First, their maximum likelihood-based approach is not applicable to all kinds of interval data. For a special case of overlapping interval data, where there is a region of overlap common to all intervals, the maximum likelihood estimate of the variance is zero (Sankararaman and Mahadevan 2011). Zaman et al. (2011b) proposed moment bounding algorithms to calculate the bounds on the first four moments for interval data and showed that the lower bound on the variance for overlapping interval data having a common region of overlap is zero. Therefore, it is evident that the maximum likelihood estimate of variance proposed by Sankararaman and Mahadevan (2011) is actually the lower bound variance proposed by Zaman et al. (2011b). This implies that this maximum likelihood-based approach underestimates uncertainty. Second, as mentioned earlier in Section 1, their approach cannot generate the same probability distribution that the random variable was previously assumed to follow; the resulting PDF is non-parametric.

Our focus in this paper is not to calculate the full likelihood estimate, however, to propose a new approach to estimate the distribution parameters in the presence of sparse point and/or interval data which, unlike existing approaches, does not underestimate or overestimate input uncertainty. In the following section, a maximum likelihood-based approach is proposed for variable X described by sparse point and/or multiple interval data.

2.2 Proposed worst-case maximum likelihood estimation (WMLE) approach

For a random variable X described by multiple interval data, the use of Eq. (2) to find the maximum likelihood estimates of the parameters, p is not straightforward. Consider a set of intervals given as lb i  ≤ x i  ≤ ub i , i = {1,..., n} where n is the number of intervals. Estimating the parameters p involves identifying a configuration of scalar points (x i , i = {1, ..., n}), (where x i indicates the true value of the observation within the interval) within the respective intervals and then solving Eq. (2) with this configuration of scalar points. Therefore, the presence of interval data requires that the maximum likelihood formulation in Eq. (2) be solved using every possible configuration of scalar points, with each configuration resulting in a different estimate for the same parameter. Theoretically, infinitely many different estimates of the parameters can be obtained from the given interval data.

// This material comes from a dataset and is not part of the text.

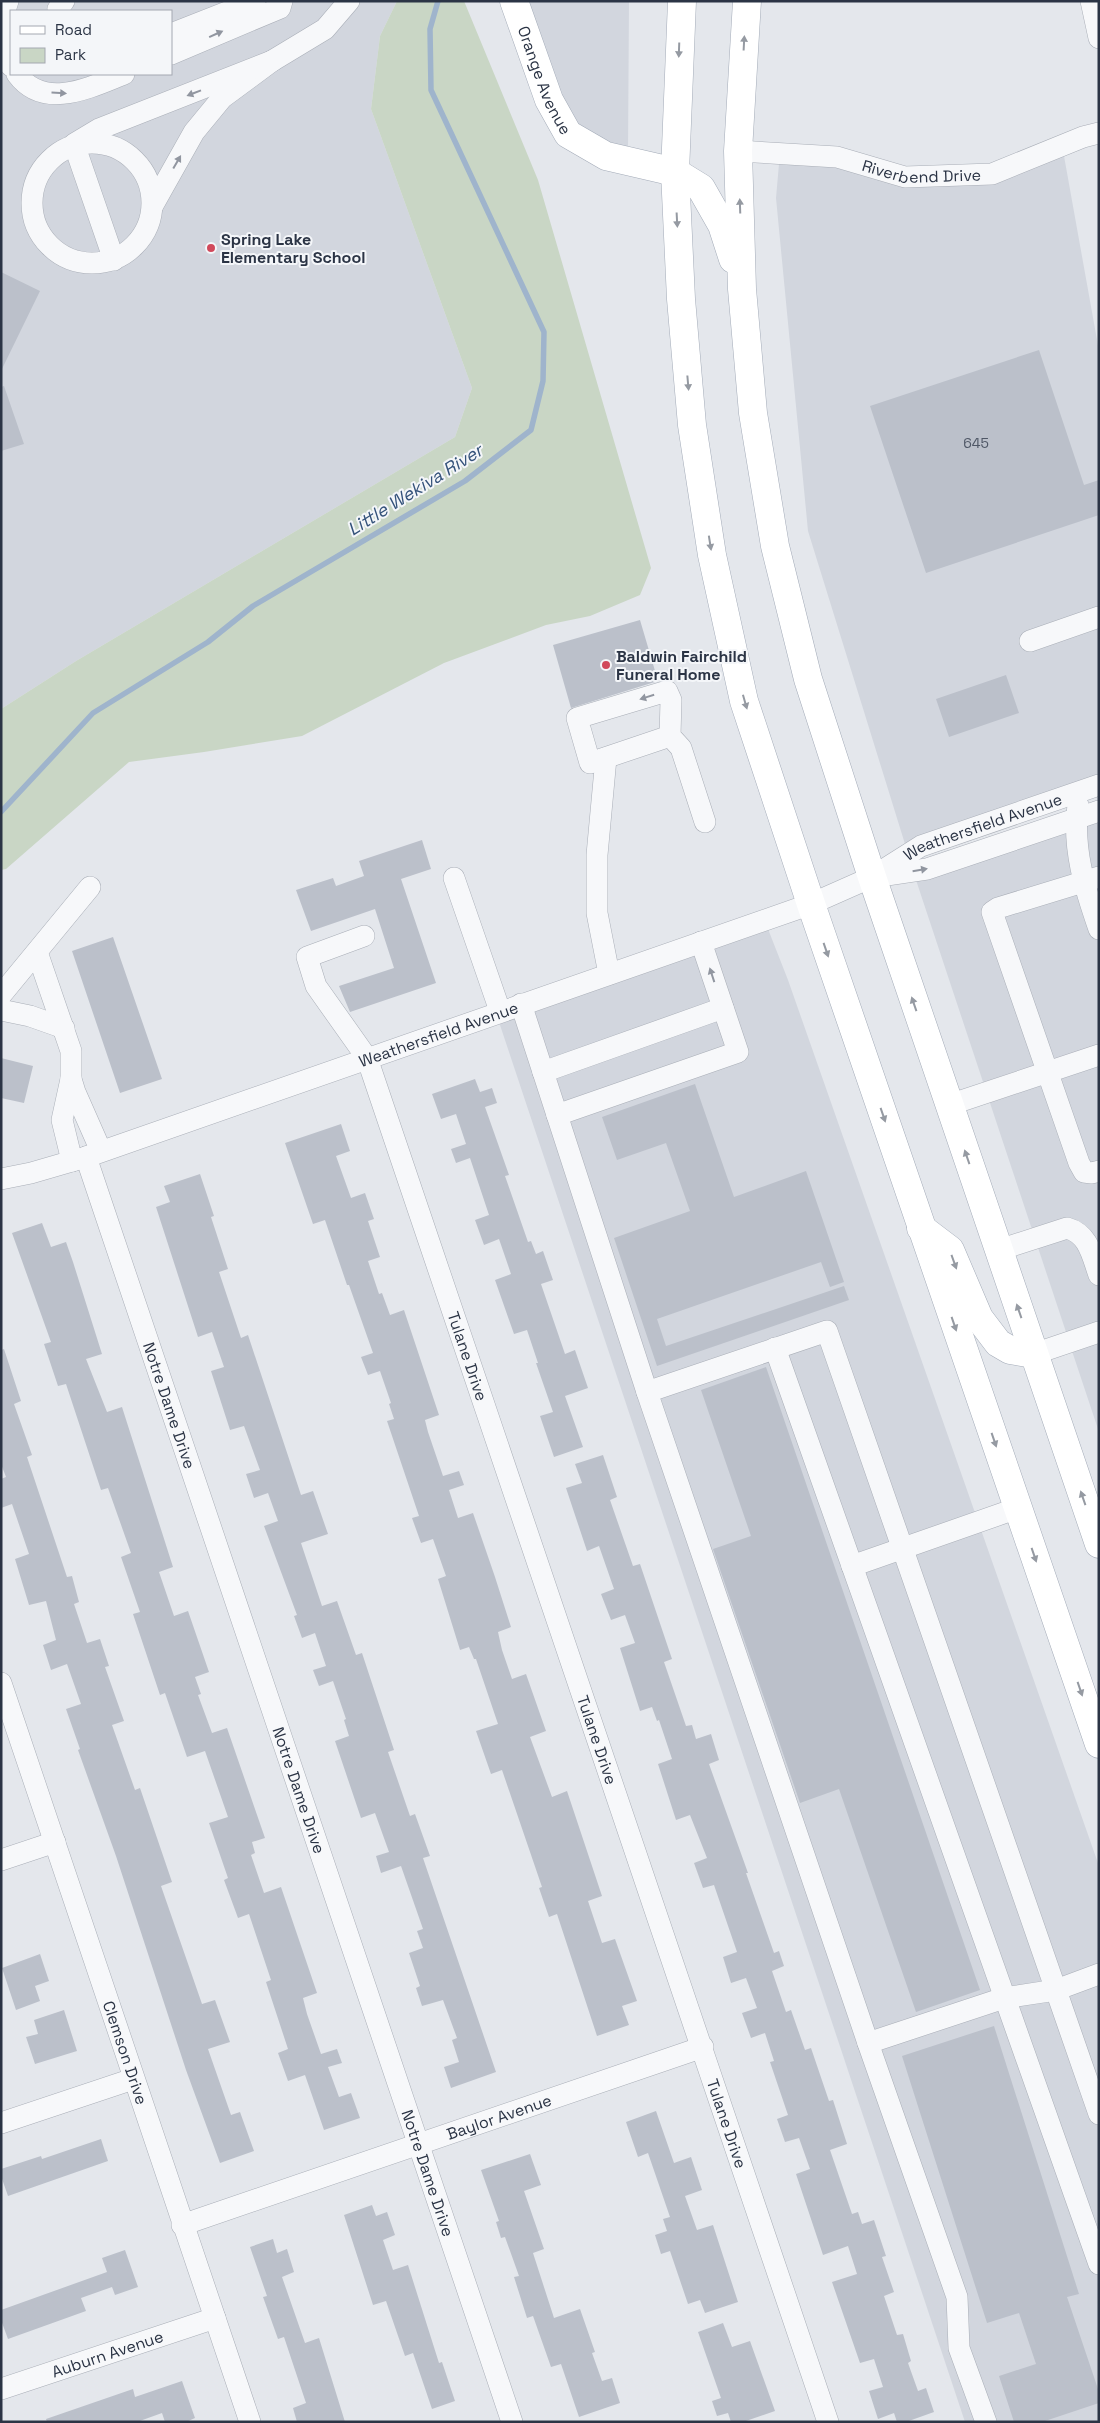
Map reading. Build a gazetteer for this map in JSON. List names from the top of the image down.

In this paper, we solve this problem as a nested optimization problem with the objective of the outer optimization problem being maximization of the likelihood function (Eq. (1)) and the objective of the inner optimization problem being minimization of the likelihood with the data points constrained to fall within each of the respective intervals. The maximum likelihood estimation problem under interval uncertainty can now be formulated with the following generalized statement, where the objective is to maximize the worst case likelihood (i.e., lower bound of the likelihood, which is due to the epistemic uncertainty):

$$ \begin{array}{l}\underset{\mathbf{p}}{ \max}\left(\underset{x}{ \min}\left( f\left(\boldsymbol{x}\left|\boldsymbol{p}\right.\right)= \log \left( L\left(\boldsymbol{p};\boldsymbol{x}\right)\right)\right)\right)\\ {} s. t.{lb}_i\le {x}_i\le {ub}_i\begin{array}{cc}\hfill \hfill & \hfill \mathrm{for}\; i=1,2,\dots, n\hfill \end{array}\end{array} $$
(6)

where the decision variables x of the inner loop optimization problem are the configurations of multiple interval data (x = [x 1 x 2 x 3 … x n ]), which are constrained to fall within the respective intervals ([lb ub]).

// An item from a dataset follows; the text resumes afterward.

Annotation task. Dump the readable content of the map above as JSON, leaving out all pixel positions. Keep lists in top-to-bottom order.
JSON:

Note that in this formulation, the outer loop decision variables p are the parameters of the distribution described by the PDF f(x|p). The outer loop optimization is a classical maximum likelihood estimation (MLE) problem, where an MLE is carried out for a fixed configuration of scalar points. The inner loop optimization is due to the presence of epistemic uncertainty, where the optimizer searches among the possible configurations of interval data to calculate the lower bound of the objective function value. The rationale behind this minimization problem is to obtain a conservative, i.e., worst-case estimate of parameters in the presence of epistemic uncertainty.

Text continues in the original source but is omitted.